Le calcul cynique consiste à dire qu’ils peuvent tenir le pays avec un tétraplégique, avec un trisomique ou même avec la chèvre de Monsieur Seguin.

Le drame de ce pays c’est d’être tombé depuis 1962 aux mains d’une bande « d’anciens maquisards » du FLN qui sont persuadés, convaincus, que l’Algérie est leur butin de guerre, que le pays est une prise de guerre arrachée de force des mains de la France et qui représente depuis leur bien propre, leur propriété privée et exclusive.

Le bail est en leur nom. Et toute tentative d’y changer l’ordre des choses est perçue par eux comme une violation de domicile.

Leur pouvoir ne se discute pas, au nom de la « révolution de 1954 », ils ont tous les droits.

L’Algérie se résume à un derrick

A leurs yeux, l’Algérie se résume à un derrick ; le reste, le peuple, les gens, la jeunesse, les femmes, sont superflus. D’où cette façon de leur faire la nique avec un candidat impotent. Et cela résume toute l’idéologie et la devise même du régime algérien qui tient en une phrase : « Et si tu n’es pas content, frappe ta tête contre le mur. »

Beaucoup aussi assurent que le candidat unique a ramené la paix aux pays et pacifié les âmes. C’est presque la légende dorée ! Il était une fois un pays à feu à sang et, par un grand matin, tombe par miracle du ciel Boutef. Tel Gabriel, l’archange venu de Genève arrête aussitôt le bras armé des islamistes les empêchant d’égorger des millions d’Isaac ou d’Ismaël ! ! !

Depuis, tout le peuple lui voue une reconnaissance infinie. La bonne blague !
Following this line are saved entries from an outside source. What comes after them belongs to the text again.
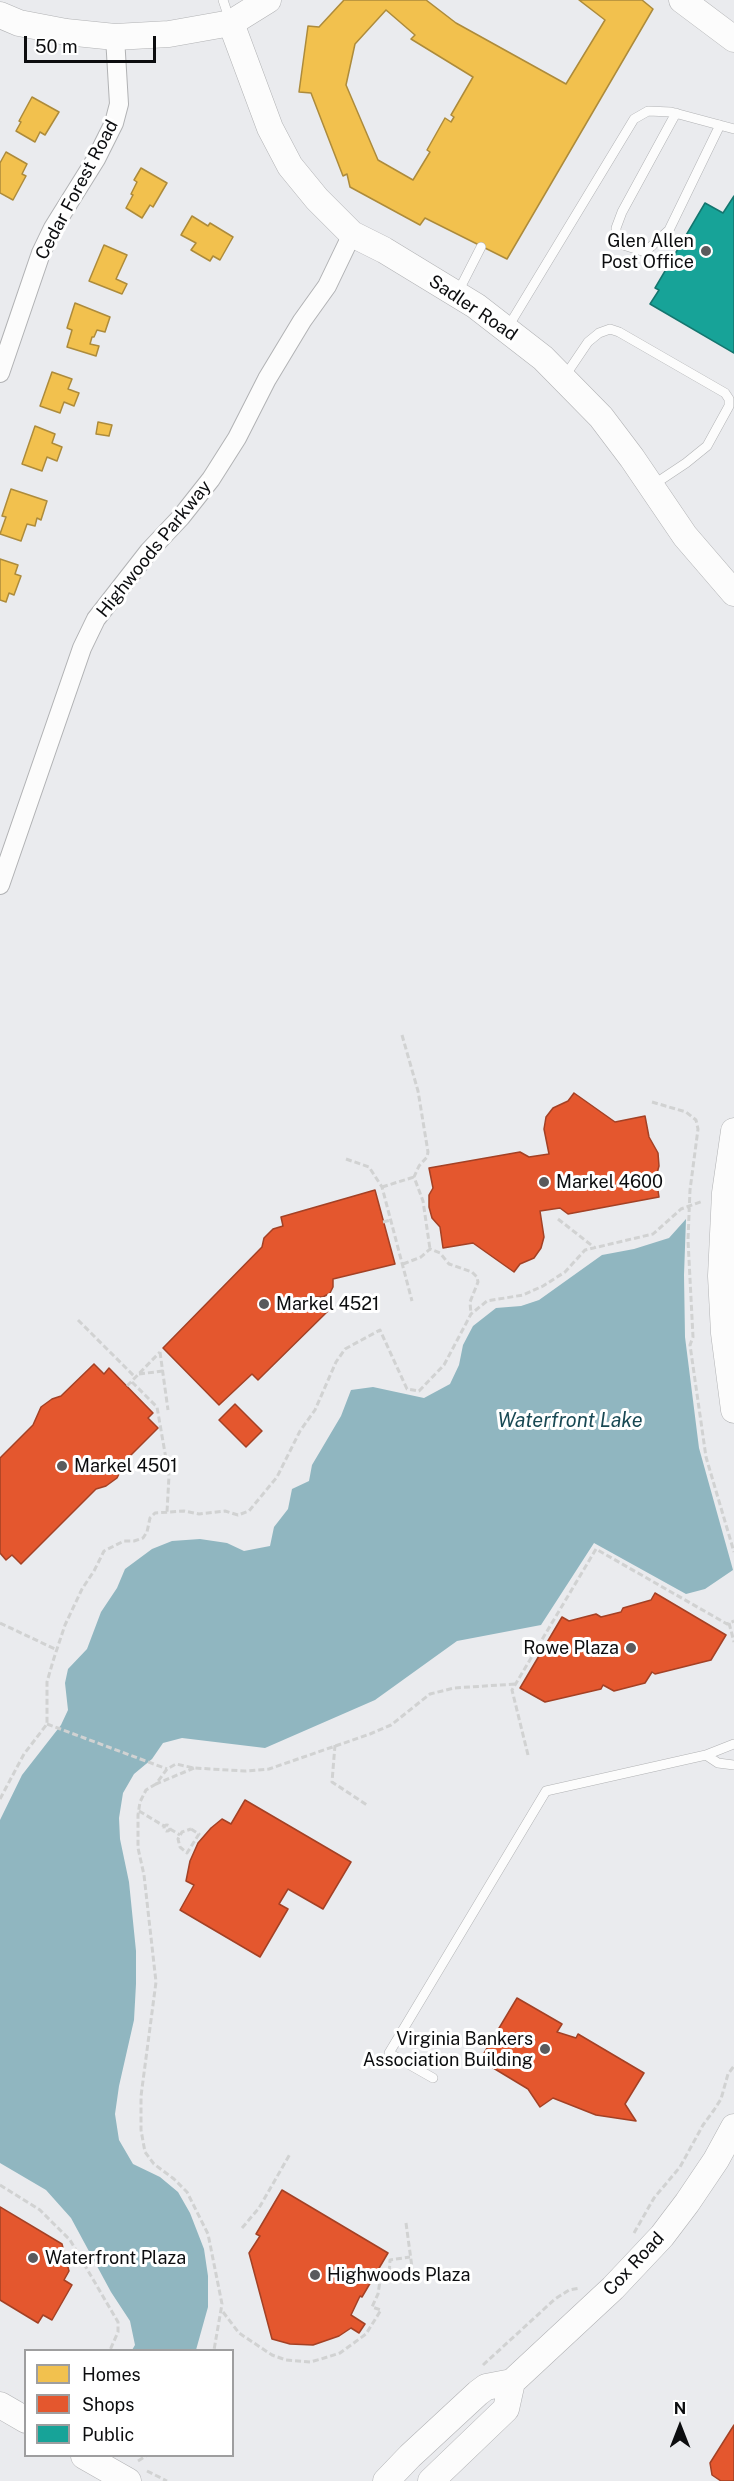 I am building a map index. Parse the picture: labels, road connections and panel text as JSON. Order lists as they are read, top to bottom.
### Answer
{
  "streets": {
    "street": [
      "Cedar Forest Road",
      "Sadler Road",
      "Highwoods Parkway",
      "Cox Road"
    ]
  },
  "crossings": [
    ["Sadler Road", "Highwoods Parkway"]
  ],
  "water": ["Waterfront Lake"],
  "places": [
    "Glen Allen Post Office",
    "Markel 4600",
    "Markel 4521",
    "Markel 4501",
    "Rowe Plaza",
    "Virginia Bankers Association Building",
    "Waterfront Plaza",
    "Highwoods Plaza"
  ],
  "legend": ["Homes", "Shops", "Public"],
  "scale_bar": "50 m",
  "north": "top"
}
L’homme en fait a débarqué en Algérie au moment où le terrorisme s’essoufflait et il a promis la « concorde civile » en effaçant du tableau 200 000 morts, comme une vulgaire faute d’orthographe, sans procès, sans travail de mémoire, sans introspection, sans question.

Pourquoi ce pays s’est-il transformé durant dix années en immense charnier ? Quelle haines, quels désespoirs ont été insufflés à ces jeunes pour qu’ils en viennent à s’égorger les uns les autres comme des moutons ? Pourquoi des milliers de jeunes ont-ils préféré mettre le feu à leur terre plutôt que d’y vivre ?

La question reste posée et le poids de tous ces cadavres n’est pas prêt de disparaître de la mémoire des vivants. Bien sûr, les islamistes n’ont pas réussi à prendre par les armes le pouvoir, mais le régime, pour faire la paix avec eux, leur donné en pâture toute la société.

L’Algérie d’aujourd’hui ressemble à une immense mosquée

L’Algérie d’aujourd’hui ressemble à une immense mosquée peuplée de 36 millions d’individus qui n’ont pas d’autre horizon, d’autre pensée, d’autre chair, d’autre loisir, d’autre respiration que la religion.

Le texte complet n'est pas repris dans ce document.